What is an optic nerve pit?

An optic nerve pit is a back protrusion of tissue seen on the optic nerve. It’s hard to notice; in fact, most people don’t realize they have a pit until an ophthalmologist observes the pit during an exam.

Optic nerve pits are uncommon. An early report found it occurred in about 1 in 11,000 patients. They are innate, which means people are born with them. Most people only have one eye, but 15% have optic nerve pits in both eyes. Men and women are equally affected by the optic nerve pit.

This article will explain in detail what an optic nerve pit is, its symptoms, diagnosis, and available treatments.

structure and reason

Your optic nerve, also called cranial nerve 2 or CN 2, connects the retina, which is located at the back of your eye, to your brain. It is responsible for transmitting visual information (what you see) from the retina to the brain. The optic nerve consists of more than one million nerve fibers.

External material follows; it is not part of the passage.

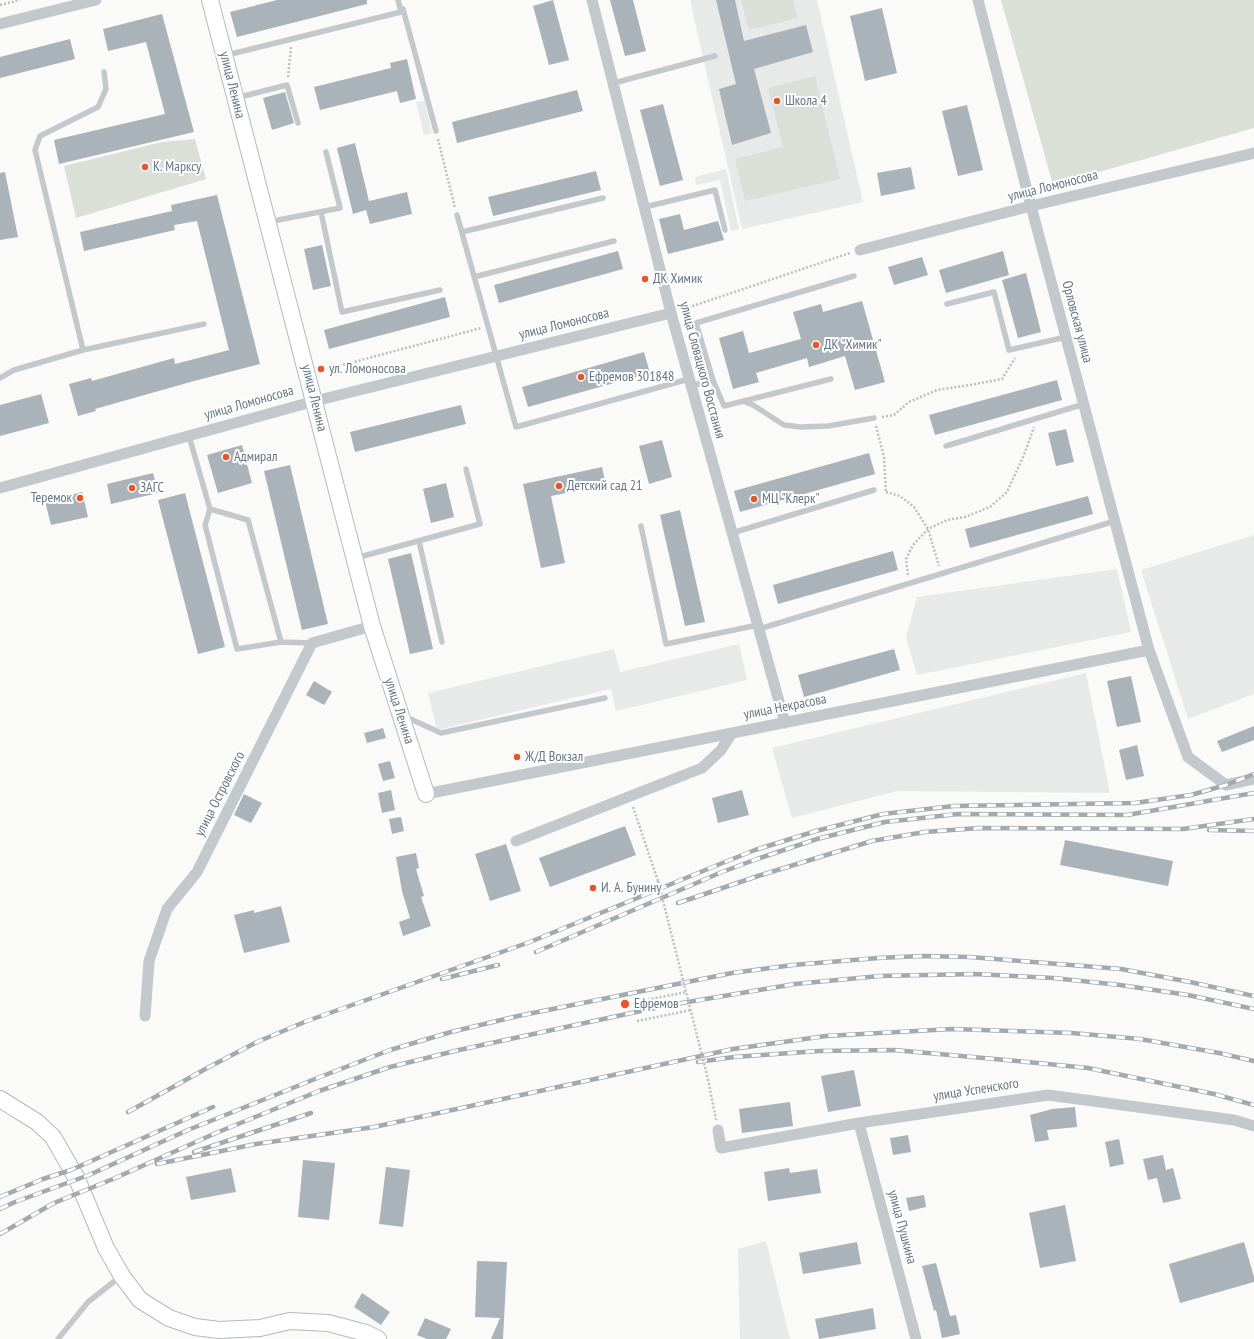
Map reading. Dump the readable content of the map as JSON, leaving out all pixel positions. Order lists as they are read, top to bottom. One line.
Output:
{"streets":{"main road":["улица Ленина"],"street":["улица Ломоносова","Орловская улица","улица Словацкого Восстания","улица Некрасова","улица Островского","улица Успенского","улица Пушкина"]},"crossings":[["улица Ленина","улица Ломоносова"],["улица Ленина","улица Некрасова"],["улица Ломоносова","Орловская улица"],["улица Ломоносова","улица Словацкого Восстания"],["Орловская улица","улица Некрасова"],["улица Словацкого Восстания","улица Некрасова"],["улица Успенского","улица Пушкина"]],"places":["Школа 4","К. Марксу","ДК Химик","ДК \"Химик\"","ул. Ломоносова","Ефремов 301848","Адмирал","Детский сад 21","ЗАГС","Теремок","МЦ \"Клерк\"","Ж/Д Вокзал","И. А. Бунину","Ефремов"]}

The optic nerve pit, also called the optic disc pit or sometimes the optic foramen, is thought to be a pocket or defect located within the optic nerve.

Optic nerve pits may occur due to incomplete formation of the eye in the embryo (an early stage of human development, when the organ is formed). Researchers debate the exact cause of the optic nerve depression.

Optic Pit Symptoms

Many adults with optic nerve depression have no symptoms, and children rarely experience symptoms. If vision changes do occur, they are more likely to occur in a person’s 20s or 30s. Vision changes cause depression of the optic nerve in about 50% of people.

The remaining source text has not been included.